Tuesday, March 11, 2014

Using EncFS for safefly storing data

Just wanted to share what i think is a nice solution to encrypting your data. If you have confidential data that you would like to store securely, then have a look at EncFS. According to the man page, EncFS creates a virtual file system which stores encrypted data in one directory (they call this directory the rootdir) and makes it available unencrypted in another directory (mountPoint). The user must supply a password that would be used to encrypt the user's files and file names. EncFs relies on the underlying file system. Therefore if there are any limitations on the underlying file system, they will be inherited by EncFS.

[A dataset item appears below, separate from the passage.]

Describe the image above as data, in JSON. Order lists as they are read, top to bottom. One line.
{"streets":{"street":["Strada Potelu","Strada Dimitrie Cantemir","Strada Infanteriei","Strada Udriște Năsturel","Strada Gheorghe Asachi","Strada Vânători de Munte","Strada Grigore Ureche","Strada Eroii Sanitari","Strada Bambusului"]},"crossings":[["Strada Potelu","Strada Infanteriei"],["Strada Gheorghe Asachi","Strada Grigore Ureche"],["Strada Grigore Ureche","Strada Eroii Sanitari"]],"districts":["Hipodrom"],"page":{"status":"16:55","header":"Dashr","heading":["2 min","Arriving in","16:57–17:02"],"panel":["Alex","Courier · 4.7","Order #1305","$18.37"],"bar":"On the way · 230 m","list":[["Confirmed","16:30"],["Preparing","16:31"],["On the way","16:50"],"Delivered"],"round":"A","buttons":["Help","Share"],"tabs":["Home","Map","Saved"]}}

One of the blogs that i follow (HowtoForge.com)has a nice write-up on using EncFS that I encourage you to check out. Below, I will provide a summary of the key commands that you will need to get up and running.


# apt-get install encfs

Create 2 directories needed by EncFS.

# mkdir ~/.confidential // This is a hidden directory
# mkdir ~/confidential

The ~/confidential directory will act as the mount point while the encrypted data and file names will be stored at the hidden directory, ~/.confidential.

Mounting the directory:

On first time run, you will be asked to select some preferences as well as your password. A config file will be placed in the ~/.confidential folder and it will be hidden (use ls -la to see this file). Once this is done, every time you run the same command, it will simply mount the unencrypted folder (~/confidential).

# encfs ~/.confidential ~/confidential

Unmount directory:

# fusermount -u ~/confidential

Thats the basics in a nutshell. I can envision this utility being used to encrypt certain folders in your home directory (Documents, Downloads, Music, Video) and then automatically have these folders mounted in their unencrypted form when a user logs in. A program like "expect" can be utilized to automate the password entry while being run via a log on script.


It was brought to my attention via comments (Andy Chang), that a security audit performed on Encfs revealed some potential problems in the software. A report of the audit can be viewed here. In Summary, Encfs ignores many standard best-practices in cryptography. According to the report, this is most likely due to its old age (originally developed before 2005). The holes found in this audit do not suggest that Encfs is broken. However, there is potential (it is not-impossible) for the security be broken (very difficult to exploit) and thus makes the tool's overall security weaker.


  1. I like EncFs, though the recent security audits showed that the encryption could be compromised. But if it is implemented properly, it is still safe to use. Mac users can follow this tutorial to install encfs ( http://ninjatips.com/encrypt-dropbox-using-encfs/ ) on their Macs.

  2. Andy Chang, thanks for bringing this to my attention. I was able to look at the Encfs report @ https://defuse.ca/audits/encfs.htm and i have concluded that it is still relativly safe to use. The key thing that i took from the report is that Encfs, being an older program, ignores many standard best-practices in cryptography. However, the possibility for exploitation is slim/extremely difficult.